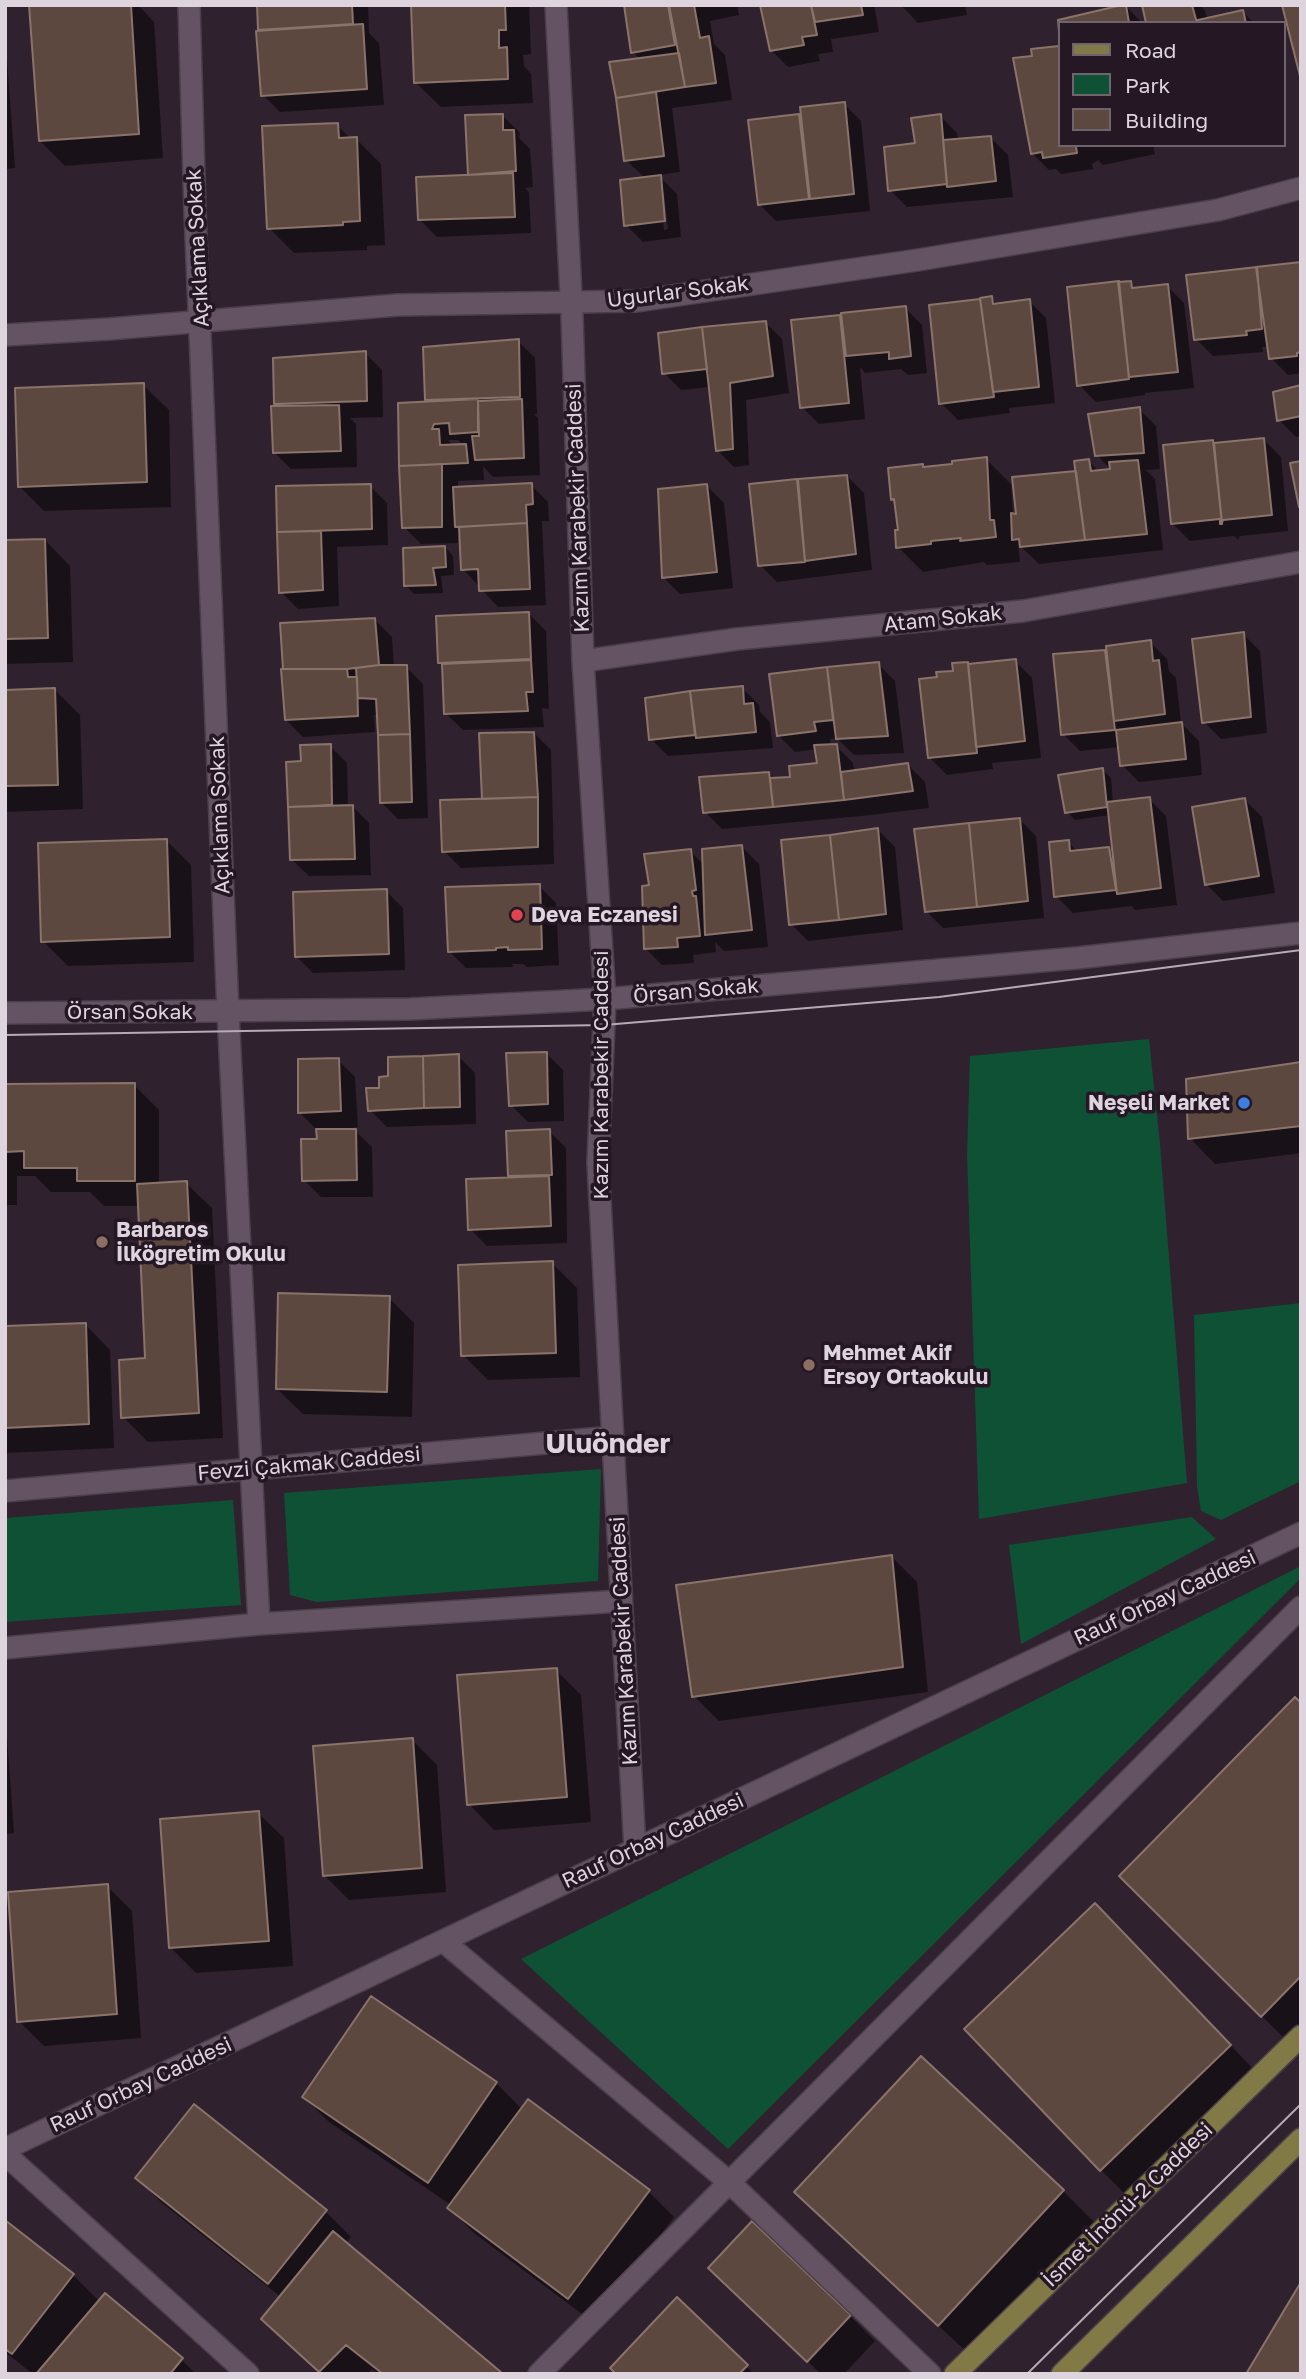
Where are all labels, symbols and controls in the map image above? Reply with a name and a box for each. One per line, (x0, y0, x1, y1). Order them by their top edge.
legend (1058, 21, 1285, 147)
text: Road (1125, 37, 1176, 63)
text: Park (1125, 72, 1170, 98)
text: Building (1125, 107, 1208, 133)
street label: Açıklama Sokak (181, 168, 215, 328)
street label: Uğurlar Sokak (606, 271, 750, 313)
street label: Kazım Karabekir Caddesi (561, 383, 595, 633)
street label: Atam Sokak (883, 600, 1003, 638)
street label: Açıklama Sokak (205, 735, 235, 895)
place label: Deva Eczanesi (531, 902, 678, 928)
marker: Deva Eczanesi (509, 907, 525, 923)
street label: Kazım Karabekir Caddesi (588, 950, 614, 1200)
street label: Örsan Sokak (632, 973, 760, 1009)
street label: Örsan Sokak (67, 999, 193, 1025)
place label: Neşeli Market (1088, 1090, 1230, 1116)
marker: Neşeli Market (1236, 1095, 1252, 1111)
place label: Barbaros İlköğretim Okulu (116, 1217, 286, 1267)
marker: Barbaros İlköğretim Okulu (94, 1234, 110, 1250)
place label: Mehmet Akif Ersoy Ortaokulu (823, 1340, 988, 1390)
marker: Mehmet Akif Ersoy Ortaokulu (801, 1357, 817, 1373)
district label: Uluönder (546, 1427, 670, 1461)
street label: Fevzi Çakmak Caddesi (196, 1442, 422, 1486)
street label: Kazım Karabekir Caddesi (605, 1516, 643, 1766)
street label: Rauf Orbay Caddesi (1070, 1545, 1260, 1651)
street label: Rauf Orbay Caddesi (558, 1788, 748, 1894)
street label: Rauf Orbay Caddesi (46, 2032, 236, 2138)
street label: İsmet İnönü-2 Caddesi (1038, 2117, 1218, 2293)

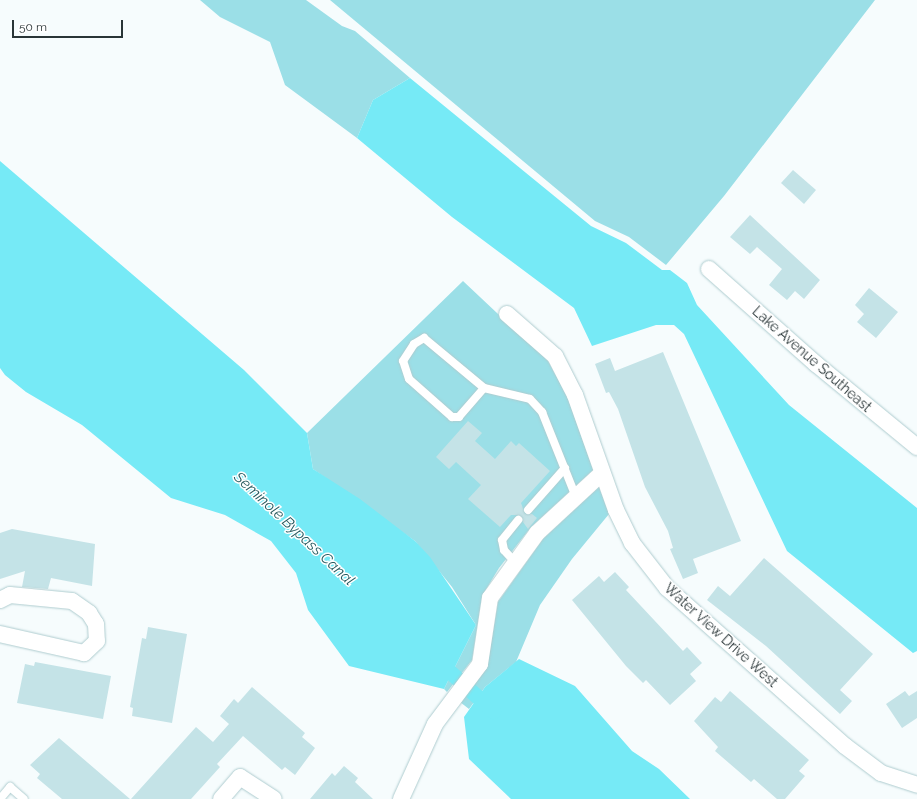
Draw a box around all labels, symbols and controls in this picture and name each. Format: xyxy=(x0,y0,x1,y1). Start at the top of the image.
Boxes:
scale bar xyxy=(14,12,125,38)
text: 50 m xyxy=(19,20,47,34)
street label: Lake Avenue Southeast xyxy=(749,303,875,415)
water label: Seminole Bypass Canal xyxy=(230,468,358,590)
street label: Water View Drive West xyxy=(660,579,782,691)

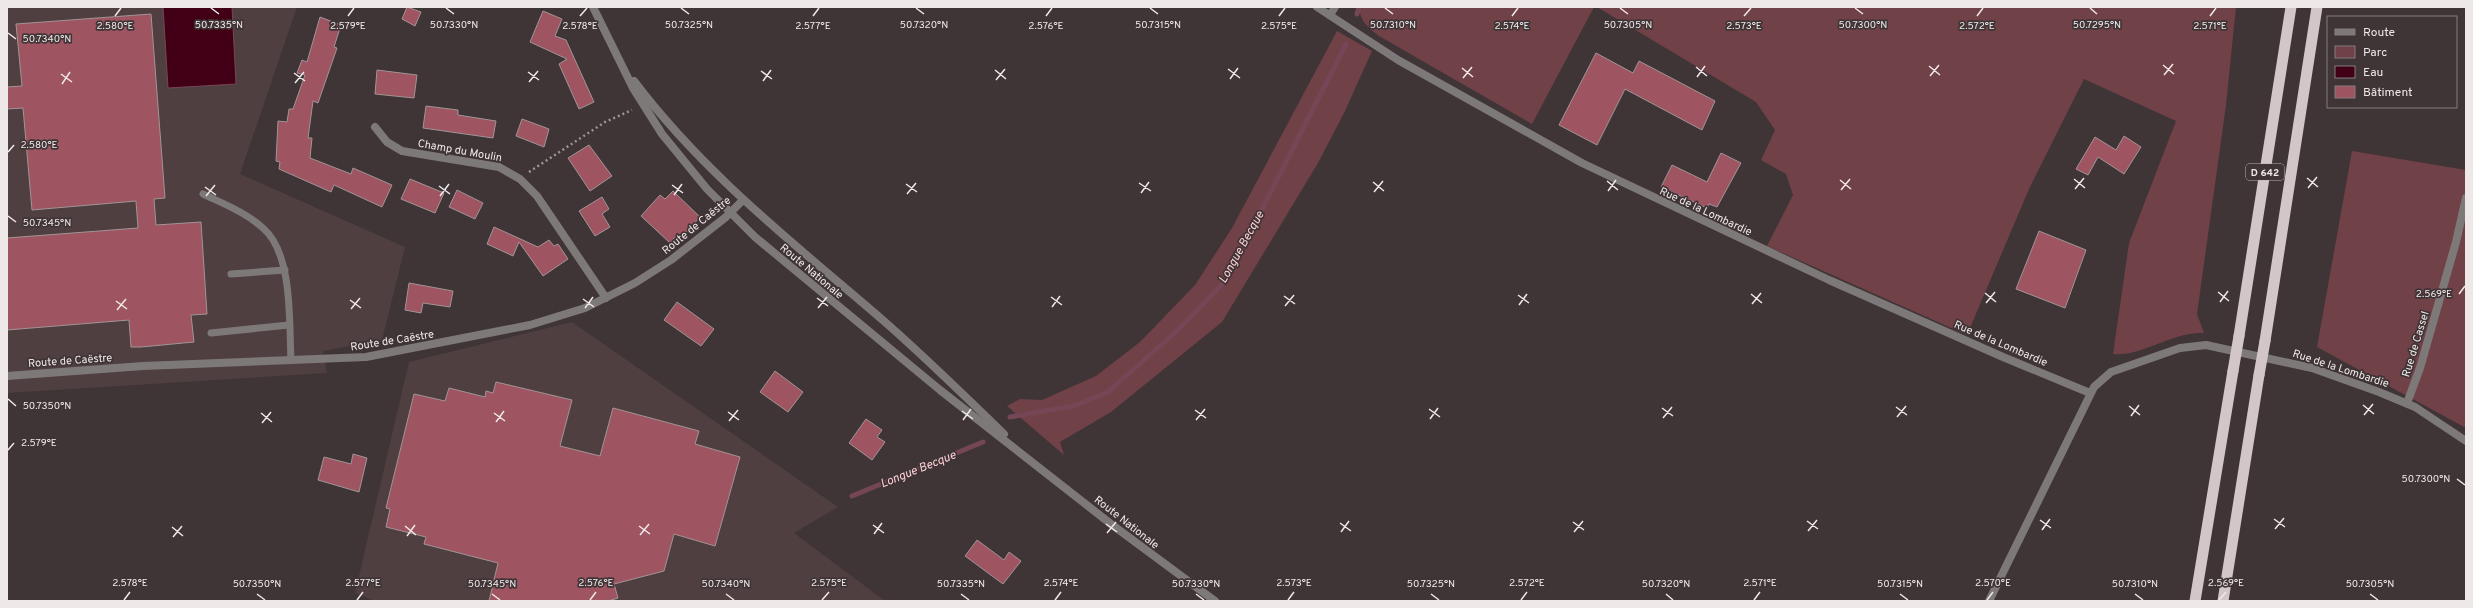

•••••

=== PROBLEM DETAILS ===
Where an entry contains an image, drop the image and copy everything else word for word.

=== OUTPUT OF THE TASK ===
Where are all labels, symbols and controls in the map image above? Reply with a name and a box for each. One per line, (x0, y0, x1, y1). Order them by their top edge.
legend (1058, 21, 1285, 147)
text: Road (1125, 37, 1176, 63)
text: Park (1125, 72, 1170, 98)
text: Building (1125, 107, 1208, 133)
street label: Açıklama Sokak (181, 168, 215, 328)
street label: Uğurlar Sokak (606, 271, 750, 313)
street label: Kazım Karabekir Caddesi (561, 383, 595, 633)
street label: Atam Sokak (883, 600, 1003, 638)
street label: Açıklama Sokak (205, 735, 235, 895)
place label: Deva Eczanesi (531, 902, 678, 928)
marker: Deva Eczanesi (509, 907, 525, 923)
street label: Kazım Karabekir Caddesi (588, 950, 614, 1200)
street label: Örsan Sokak (632, 973, 760, 1009)
street label: Örsan Sokak (67, 999, 193, 1025)
place label: Neşeli Market (1088, 1090, 1230, 1116)
marker: Neşeli Market (1236, 1095, 1252, 1111)
place label: Barbaros İlköğretim Okulu (116, 1217, 286, 1267)
marker: Barbaros İlköğretim Okulu (94, 1234, 110, 1250)
place label: Mehmet Akif Ersoy Ortaokulu (823, 1340, 988, 1390)
marker: Mehmet Akif Ersoy Ortaokulu (801, 1357, 817, 1373)
district label: Uluönder (546, 1427, 670, 1461)
street label: Fevzi Çakmak Caddesi (196, 1442, 422, 1486)
street label: Kazım Karabekir Caddesi (605, 1516, 643, 1766)
street label: Rauf Orbay Caddesi (1070, 1545, 1260, 1651)
street label: Rauf Orbay Caddesi (558, 1788, 748, 1894)
street label: Rauf Orbay Caddesi (46, 2032, 236, 2138)
street label: İsmet İnönü-2 Caddesi (1038, 2117, 1218, 2293)

Draw a box around all labels, symbols and controls in this picture and name each. Format: xyxy=(x0,y0,x1,y1). Start at the top of the image.
Boxes:
scale bar xyxy=(14,12,125,38)
text: 50 m xyxy=(19,20,47,34)
street label: Lake Avenue Southeast xyxy=(749,303,875,415)
water label: Seminole Bypass Canal xyxy=(230,468,358,590)
street label: Water View Drive West xyxy=(660,579,782,691)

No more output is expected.